(Saved entries)
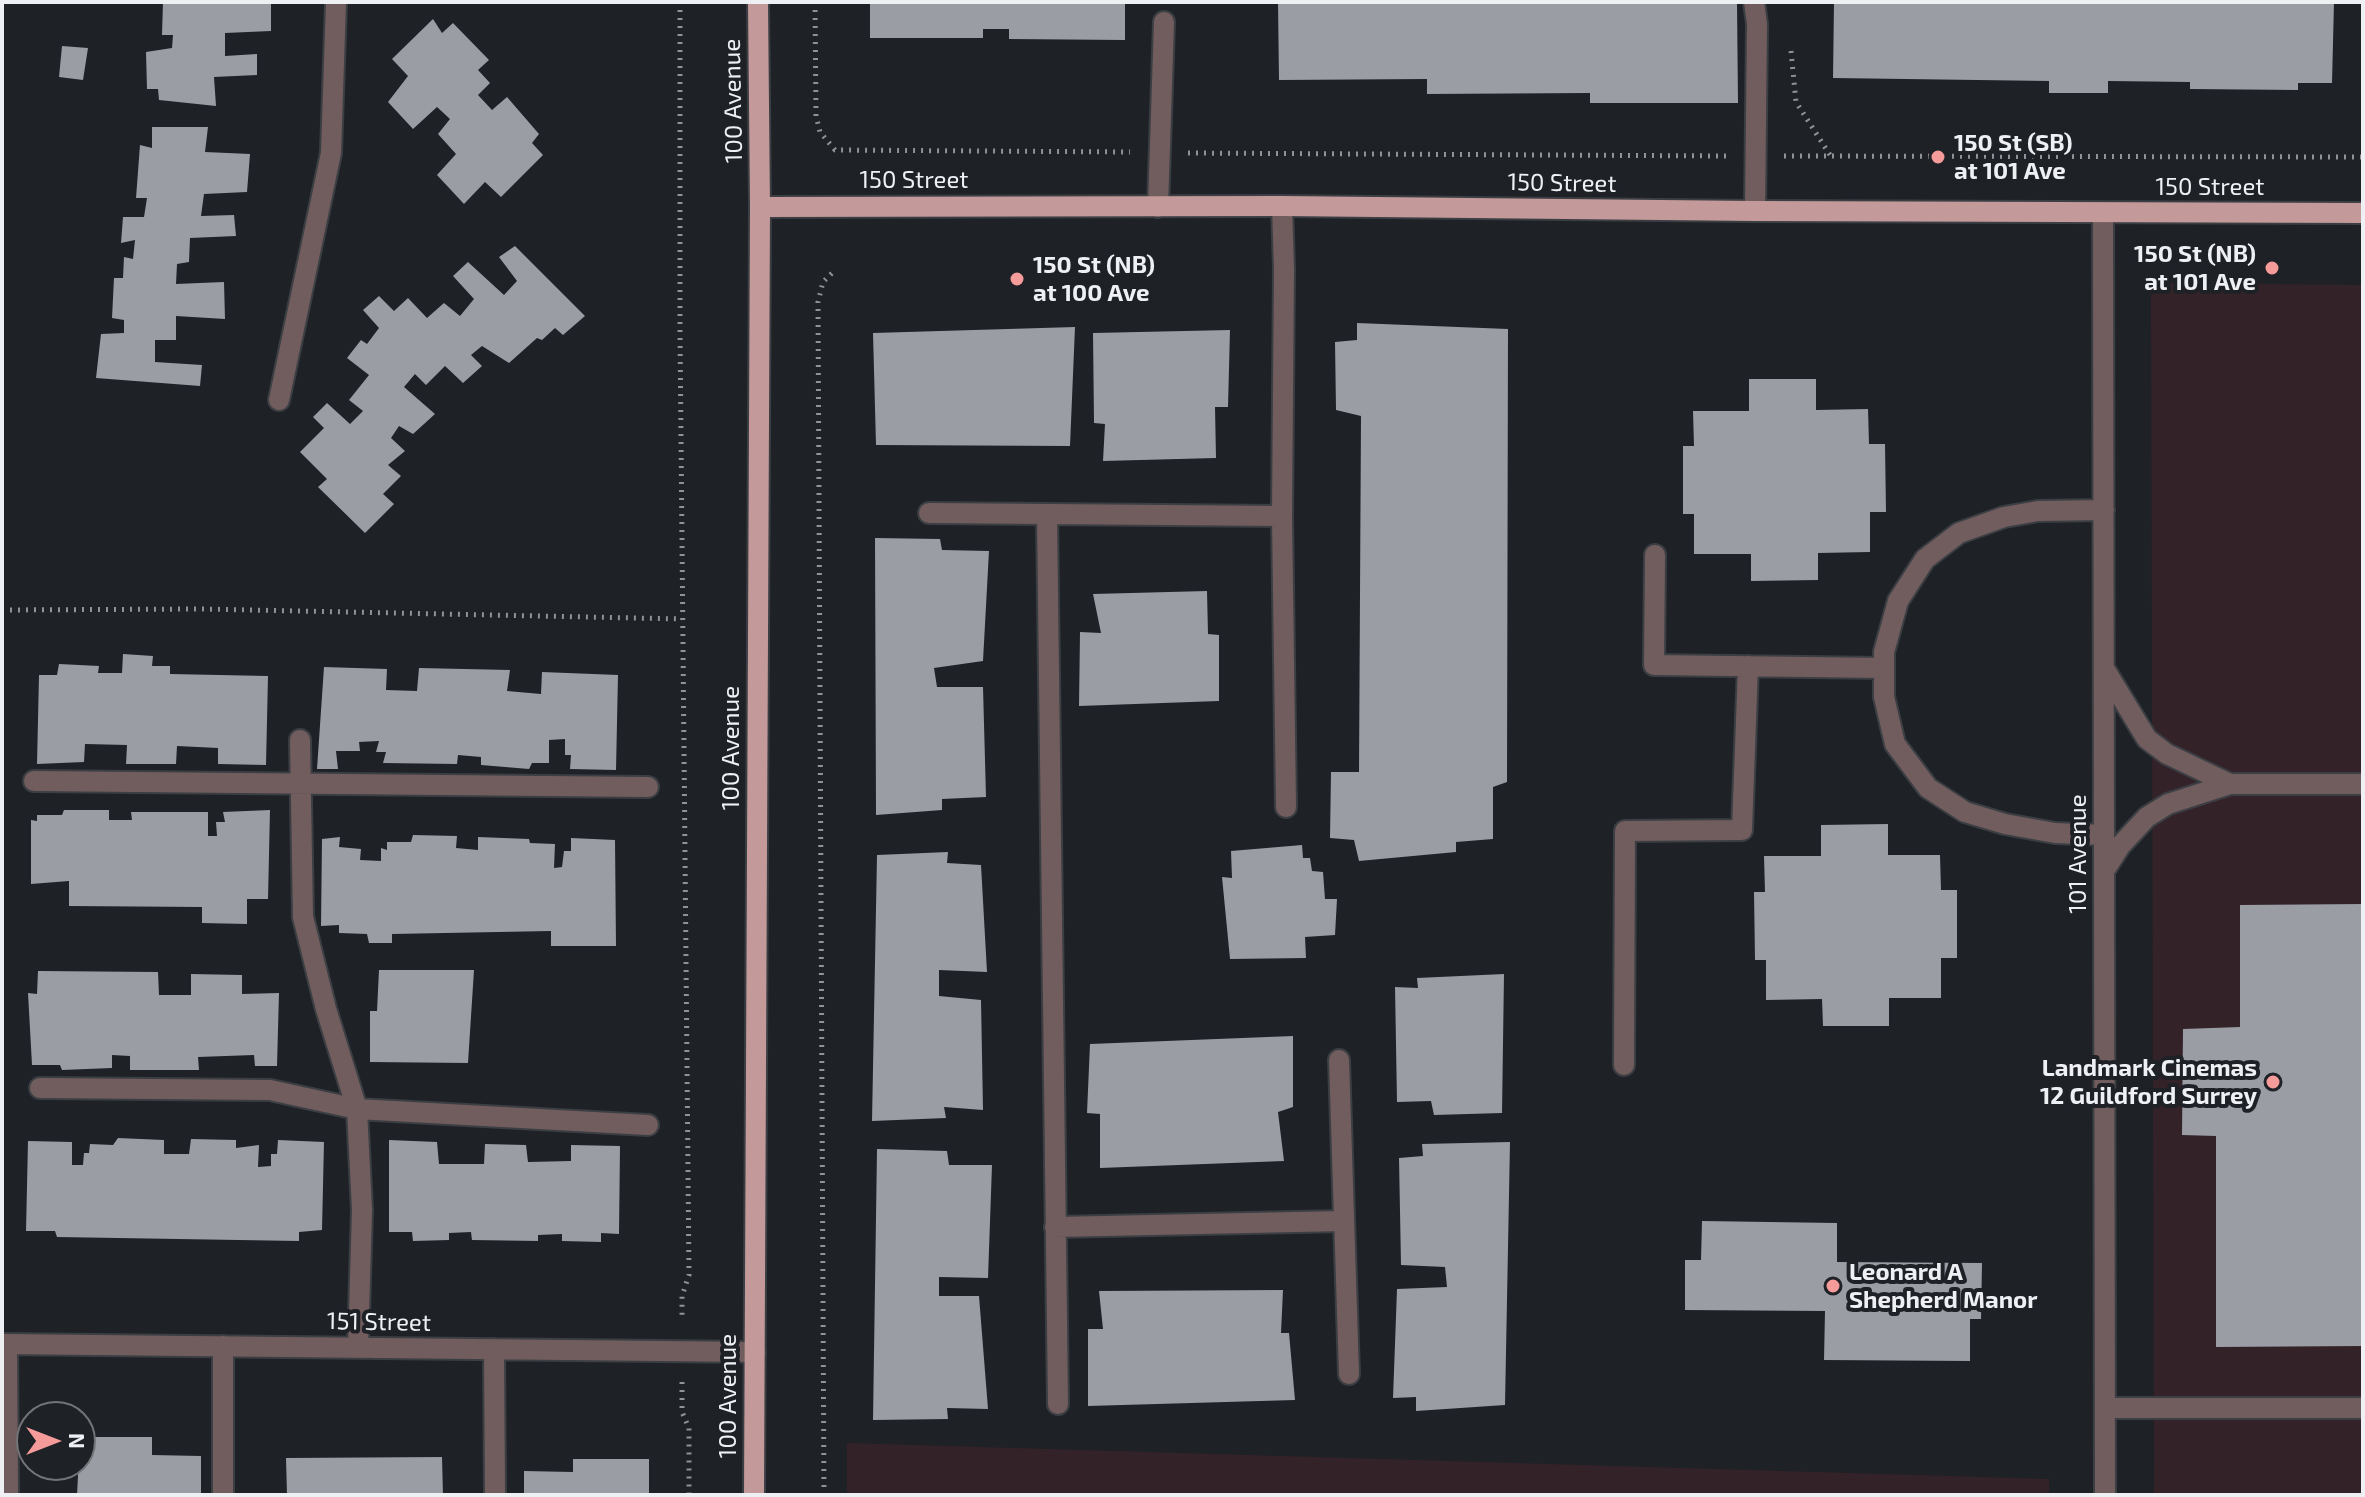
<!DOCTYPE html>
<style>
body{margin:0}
#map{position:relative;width:2365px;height:1497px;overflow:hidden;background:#1e2126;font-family:"Exo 2",sans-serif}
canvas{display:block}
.frame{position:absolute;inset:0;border:4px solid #eff0f4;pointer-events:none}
.north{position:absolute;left:16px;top:1401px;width:80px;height:80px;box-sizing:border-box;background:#1e2126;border:2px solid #727478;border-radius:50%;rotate:90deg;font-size:22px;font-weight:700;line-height:32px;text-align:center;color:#eff0f4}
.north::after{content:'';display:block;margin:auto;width:28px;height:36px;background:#f59b99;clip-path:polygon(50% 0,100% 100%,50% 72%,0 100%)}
</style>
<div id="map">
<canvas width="2365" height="1497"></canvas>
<div class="frame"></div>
<div class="north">N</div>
</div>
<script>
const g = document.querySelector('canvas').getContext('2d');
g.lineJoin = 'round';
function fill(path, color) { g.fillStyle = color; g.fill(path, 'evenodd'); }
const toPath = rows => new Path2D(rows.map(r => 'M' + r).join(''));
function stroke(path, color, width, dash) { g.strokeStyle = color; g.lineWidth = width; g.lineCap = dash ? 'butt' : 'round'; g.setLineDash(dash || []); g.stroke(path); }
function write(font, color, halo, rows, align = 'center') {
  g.font = font + ' "Exo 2",sans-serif'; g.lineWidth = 8; g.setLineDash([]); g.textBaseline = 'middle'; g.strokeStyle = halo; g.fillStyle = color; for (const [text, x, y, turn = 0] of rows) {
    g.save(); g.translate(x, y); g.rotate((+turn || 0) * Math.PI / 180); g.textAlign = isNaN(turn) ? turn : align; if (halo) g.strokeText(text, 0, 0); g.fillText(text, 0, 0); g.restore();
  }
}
fill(toPath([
 [2151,283,2363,285,2363,1495,2154,1495],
 [847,1443,2049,1479,2049,1495,847,1495]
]), '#342229');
fill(toPath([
 [163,2,271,2,271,31,225,33,225,56,257,54,257,75,214,77,216,106,159,100,158,89,147,89,146,52,172,48,173,35,162,35],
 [870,2,1125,2,1125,40,1009,39,1009,29,983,29,983,38,870,38],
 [1278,2,1737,2,1738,103,1590,103,1590,93,1427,94,1427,79,1279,80],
 [1834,2,2334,2,2332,83,2298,83,2298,90,2190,89,2190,82,2108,81,2108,93,2049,93,2049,81,1833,78],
 [433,19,442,33,453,23,489,60,478,70,490,83,478,95,492,110,507,97,539,134,532,143,543,155,501,197,485,182,464,204,437,175,456,154,438,134,450,119,437,107,413,129,388,102,408,76,392,59],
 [62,46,88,48,83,80,59,77],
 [152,127,208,127,205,152,250,154,247,192,204,194,201,216,234,215,236,236,190,238,189,262,177,264,176,284,224,282,225,319,176,316,176,340,155,340,155,362,202,365,200,386,96,378,101,334,124,333,124,320,112,318,114,278,123,278,124,257,133,259,135,240,121,243,123,217,144,217,147,198,136,198,140,145,152,148],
 [515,246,585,316,563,335,555,328,542,340,537,338,509,363,482,346,471,355,482,366,463,383,445,366,426,385,415,374,404,387,435,414,413,434,399,426,391,438,405,451,388,465,401,476,383,494,394,504,365,533,318,487,327,479,300,452,324,428,313,417,327,403,350,424,363,411,349,400,369,375,347,358,361,340,367,344,379,328,363,310,379,296,394,311,408,298,427,318,444,303,460,316,474,299,453,276,468,262,504,295,517,281,499,257],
 [1357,323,1508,329,1507,782,1493,787,1493,839,1456,842,1456,852,1359,861,1354,840,1330,838,1331,772,1359,772,1361,416,1336,410,1335,342,1357,340],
 [1075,327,1070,446,876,445,873,333],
 [1230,330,1228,407,1215,407,1216,458,1103,461,1105,424,1094,423,1093,333],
 [1749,379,1816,379,1816,410,1868,409,1869,444,1885,444,1886,512,1870,512,1870,552,1818,553,1818,580,1751,581,1751,554,1694,554,1694,514,1683,514,1683,446,1694,446,1693,411,1749,411],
 [875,538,940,539,942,550,989,551,983,661,934,668,937,687,983,687,986,797,942,799,942,810,876,815],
 [1207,591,1208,634,1219,635,1219,701,1079,706,1080,632,1101,633,1093,594],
 [123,654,153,656,152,666,170,666,170,674,268,676,266,765,218,764,218,748,177,746,176,764,126,764,127,745,85,744,84,762,37,764,39,675,57,675,59,664,99,666,98,673,122,673],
 [324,667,387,669,386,690,417,691,419,668,510,670,507,691,541,694,542,672,618,675,616,770,570,769,571,755,565,755,565,739,549,740,549,763,532,763,529,769,481,765,481,757,458,755,457,764,383,763,386,752,376,752,379,741,359,742,360,751,336,751,338,769,317,769],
 [64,810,109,810,109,820,132,820,131,812,208,812,208,836,217,836,216,822,225,822,223,812,270,810,268,899,247,899,247,924,202,923,202,907,69,906,69,881,31,884,31,820,37,821,37,815,62,815],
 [1888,824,1888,855,1940,855,1941,890,1957,890,1957,958,1941,958,1941,998,1889,998,1889,1026,1823,1026,1822,999,1766,1000,1766,960,1755,960,1754,892,1765,892,1764,856,1821,856,1821,825],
 [413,835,457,836,456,848,478,850,478,837,529,839,530,843,555,844,554,868,562,867,564,851,571,851,571,838,615,840,616,946,551,946,551,931,392,934,392,943,369,943,367,934,339,933,339,925,321,926,322,839,340,837,339,847,361,849,360,860,381,861,381,848,387,850,387,842,411,842],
 [1302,845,1303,858,1310,858,1312,871,1323,872,1325,899,1337,899,1335,935,1305,937,1306,958,1230,959,1222,877,1232,878,1231,851],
 [948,852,947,863,981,865,987,972,939,970,939,996,981,1000,983,1110,944,1107,946,1118,872,1121,877,855],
 [2363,904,2363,1346,2216,1347,2216,1136,2182,1135,2183,1029,2240,1027,2240,905],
 [379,970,474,970,468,1063,370,1062,370,1011,377,1011],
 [38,971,158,972,159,995,191,995,191,974,242,975,242,994,279,993,277,1066,255,1066,254,1055,198,1057,199,1070,130,1070,130,1056,112,1055,112,1068,62,1070,60,1065,32,1065,28,993,37,994],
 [1504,974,1502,1113,1434,1115,1431,1101,1397,1102,1395,987,1418,988,1417,978],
 [1293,1036,1293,1107,1278,1112,1284,1161,1100,1168,1100,1114,1087,1113,1090,1044],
 [118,1138,164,1140,164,1154,189,1154,191,1139,236,1140,236,1148,259,1145,258,1167,271,1166,271,1154,277,1154,278,1140,324,1142,322,1230,299,1232,299,1241,57,1237,55,1231,26,1231,28,1141,72,1142,72,1165,83,1165,84,1153,89,1153,90,1144,113,1145],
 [389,1140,437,1142,439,1164,484,1164,485,1144,526,1145,528,1162,571,1161,571,1145,620,1146,619,1234,601,1233,601,1242,562,1241,562,1234,538,1235,538,1241,472,1240,471,1232,449,1233,449,1240,413,1241,412,1232,389,1232],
 [1510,1142,1505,1405,1416,1411,1416,1397,1393,1398,1397,1289,1447,1287,1445,1267,1401,1265,1399,1158,1423,1156,1422,1144],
 [877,1149,947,1151,949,1165,992,1165,988,1278,939,1277,939,1296,979,1296,988,1409,947,1408,948,1419,873,1420],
 [1702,1221,1837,1223,1837,1262,1982,1263,1981,1319,1970,1319,1970,1361,1824,1360,1825,1311,1685,1310,1685,1260,1701,1260],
 [1283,1290,1281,1333,1289,1333,1295,1400,1088,1406,1088,1329,1103,1329,1099,1291],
 [80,1437,152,1437,152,1455,201,1456,201,1495,77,1495],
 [442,1457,443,1495,287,1495,286,1458],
 [573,1459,649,1459,649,1495,524,1495,524,1471,573,1472]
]), '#9a9da4');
const minor = toPath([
 [1754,2,1757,24,1755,211],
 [1282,206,1284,269,1282,516,1286,807],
 [1158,207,1164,22],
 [2103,213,2105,1495],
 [279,400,331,153,336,2],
 [2104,510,2038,511,2004,517,1959,533,1925,559,1898,601,1884,652,1884,697,1895,744,1928,788,1965,812,2005,824,2055,833,2104,835],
 [929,513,1282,516],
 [1047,514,1058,1404],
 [1655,555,1654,665,1884,668],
 [2105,670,2147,739,2167,754,2230,784],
 [300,740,303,917,326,1009,357,1109,362,1210,358,1348],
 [34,781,648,787],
 [2104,871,2120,846,2147,817,2168,804,2230,784,2363,784],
 [1339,1060,1349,1374],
 [1624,1065,1625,831,1742,830,1748,666],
 [40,1088,270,1090,357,1109,648,1125],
 [1055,1227,1344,1221],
 [2,1344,755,1352],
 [7,1344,8,1495],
 [223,1346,223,1495],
 [494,1349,495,1495],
 [2105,1408,2363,1408]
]);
const major = toPath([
 [760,207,1282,206,1755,211,2363,213],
 [754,1495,760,207,758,2]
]);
stroke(minor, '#3b3e43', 24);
stroke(major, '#3b3e43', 24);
stroke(toPath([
 [680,2,680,331,689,1275,682,1296,682,1320],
 [815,2,816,116,820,132,835,150,1130,152],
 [1791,51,1796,102,1830,155],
 [1188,153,1726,156],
 [1784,156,2363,157],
 [2,610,202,609,682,619],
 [682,1382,682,1412,689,1428,689,1495],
 [824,1495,818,302,823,282,834,271]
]), '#919297', 5, [2, 6]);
stroke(minor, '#715d5d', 20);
stroke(major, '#c39999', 20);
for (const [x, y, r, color] of [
 [1938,157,8,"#f59b99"],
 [2272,268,8,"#f59b99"],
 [1017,279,8,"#f59b99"],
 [2273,1082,8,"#f59b99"],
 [1833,1286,8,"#f59b99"]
]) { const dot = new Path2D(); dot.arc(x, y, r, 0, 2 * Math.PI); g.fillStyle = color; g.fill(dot); stroke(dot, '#1e2126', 3); }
write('24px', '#eff0f4', '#1e2126', [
 ["100 Avenue",733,101,-91],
 ["150 Street",914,180],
 ["150 Street",1562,183,1],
 ["150 Street",2210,187],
 ["100 Avenue",731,748,-90],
 ["101 Avenue",2078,854,-90],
 ["151 Street",379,1322,1],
 ["100 Avenue",728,1396,-90]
]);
write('bold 24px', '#eff0f4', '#1e2126', [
 ["150 St (SB)",1954,143],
 ["at 101 Ave",1954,171],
 ["150 St (NB)",2256,254,"right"],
 ["at 101 Ave",2256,282,"right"],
 ["150 St (NB)",1033,265],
 ["at 100 Ave",1033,293],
 ["Landmark Cinemas",2257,1068,"right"],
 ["12 Guildford Surrey",2257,1096,"right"],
 ["Leonard A",1849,1272],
 ["Shepherd Manor",1849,1300]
], 'left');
</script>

### What the task requires
Nothing but a number, please, for how many lines of the data hold "turn".

### Solution to the exercise
2